# That's my boy...



## hunting777 (May 3, 2009)

A young farm lad from North Iowa goes off to college, but about 1/3 of the way through the semester, he has foolishly squandered away all of the money his parents gave him.
Then he gets an idea. He calls his daddy. "Dad," he says, "you won't believe the wonders that modern education is coming up with!
Why, they actually have a program here at Iowa State that will teach our dog Ole Blue how to talk!"
"That's absolutely amazing," his father says. "How do I get him in that program?"
"Just send him down here with $1,000," the boy says. I'll get him into the 
course.
So, his father sends the dog and the $1,000. About 2/3 of the way through 
the semester, his money runs out. The boy calls his father again.
"So how's Ole Blue doing, son," his father asks?
"Awesome, Dad, he's talking up a storm," he says,
"but you just won't believe this - they've had such good results with this 
program that they've implemented a new one to teach the animals how to 
READ!"
"READ," says his father, "No kidding! What do I have to do to get him in 
that program?"
Just send $2,500, I'll get him in the class. His father sends the money.
The boy now has a problem. At the end of the year, his father will find out 
that the dog can neither talk, nor read. So he shoots the dog.
When he gets home at the end of the semester, his father is all excited.
"Where's Ole Blue?

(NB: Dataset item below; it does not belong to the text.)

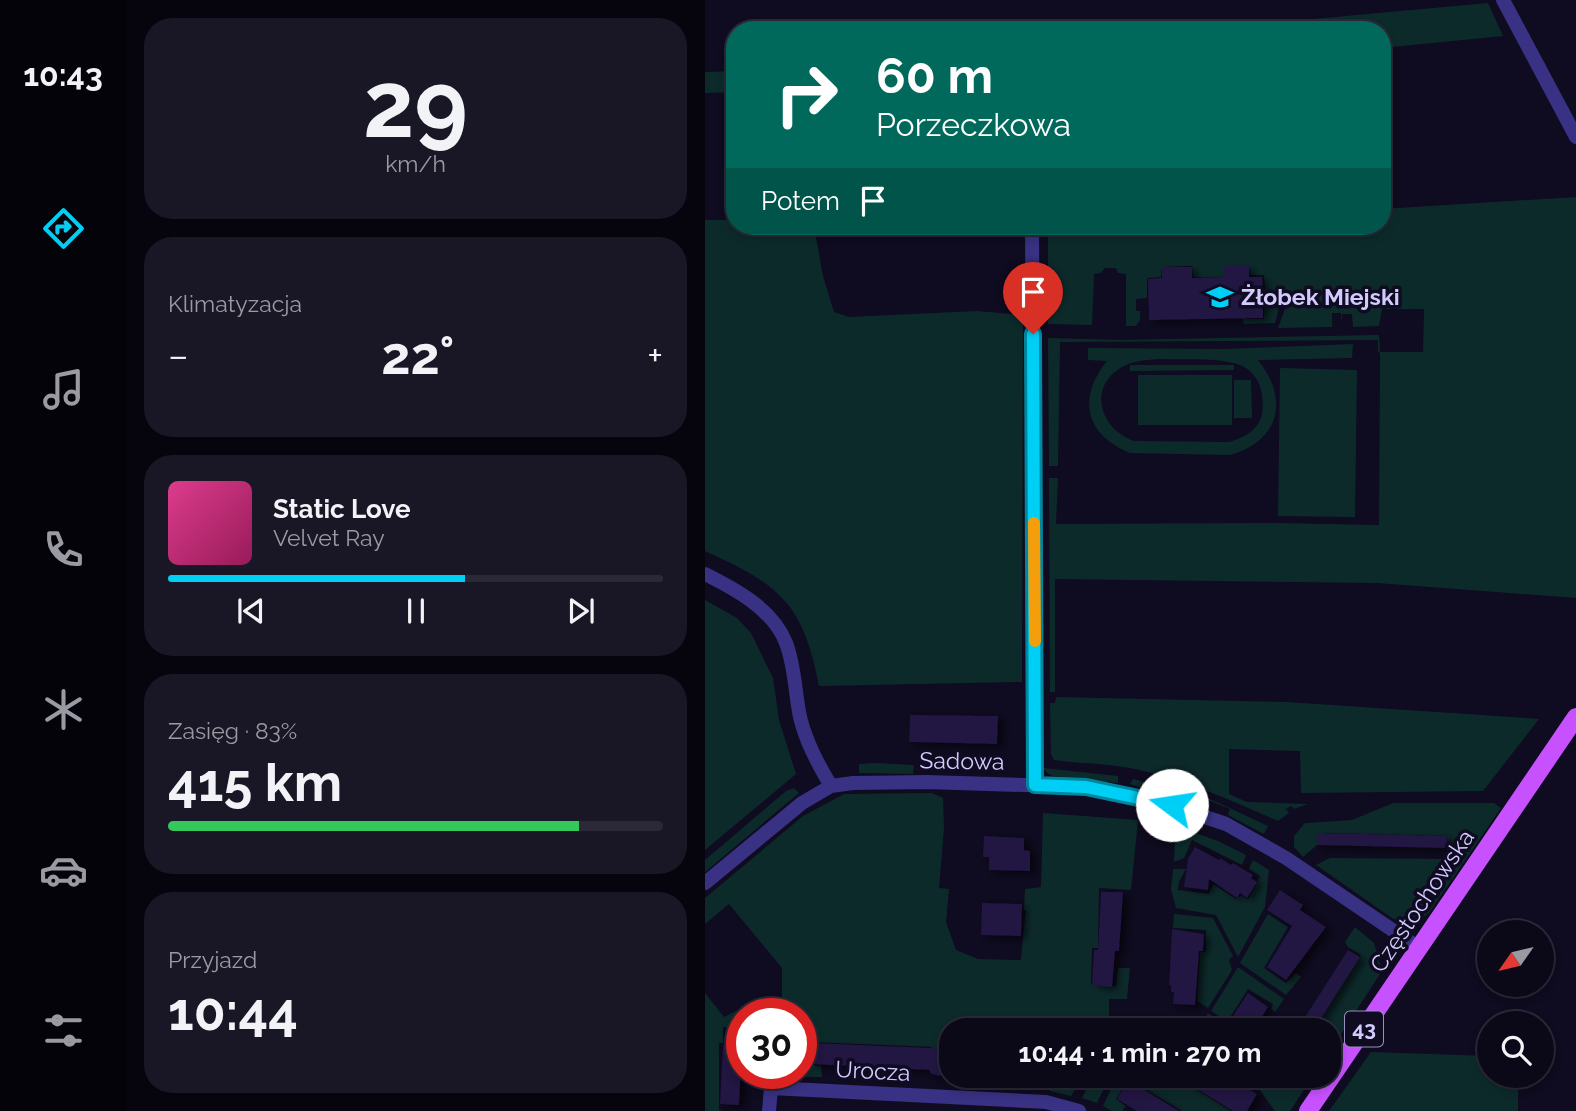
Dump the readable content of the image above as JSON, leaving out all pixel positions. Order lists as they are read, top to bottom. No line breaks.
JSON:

I just can't wait to see him talk and read something!"
"Dad," the boy says, "I have some grim news." Yesterday morning, just 
before we left to drive home,
Ole Blue was in the living room kicked back in the recliner, reading the 
Wall Street Journal, like he usually does.
Then he turned to me and asked, so, is your daddy still messing around with 
that little redhead who lives in town?
The father says, "I hope you SHOT that son of a ***** before he talks to 
your Mother!"

"I sure did, Dad."


----------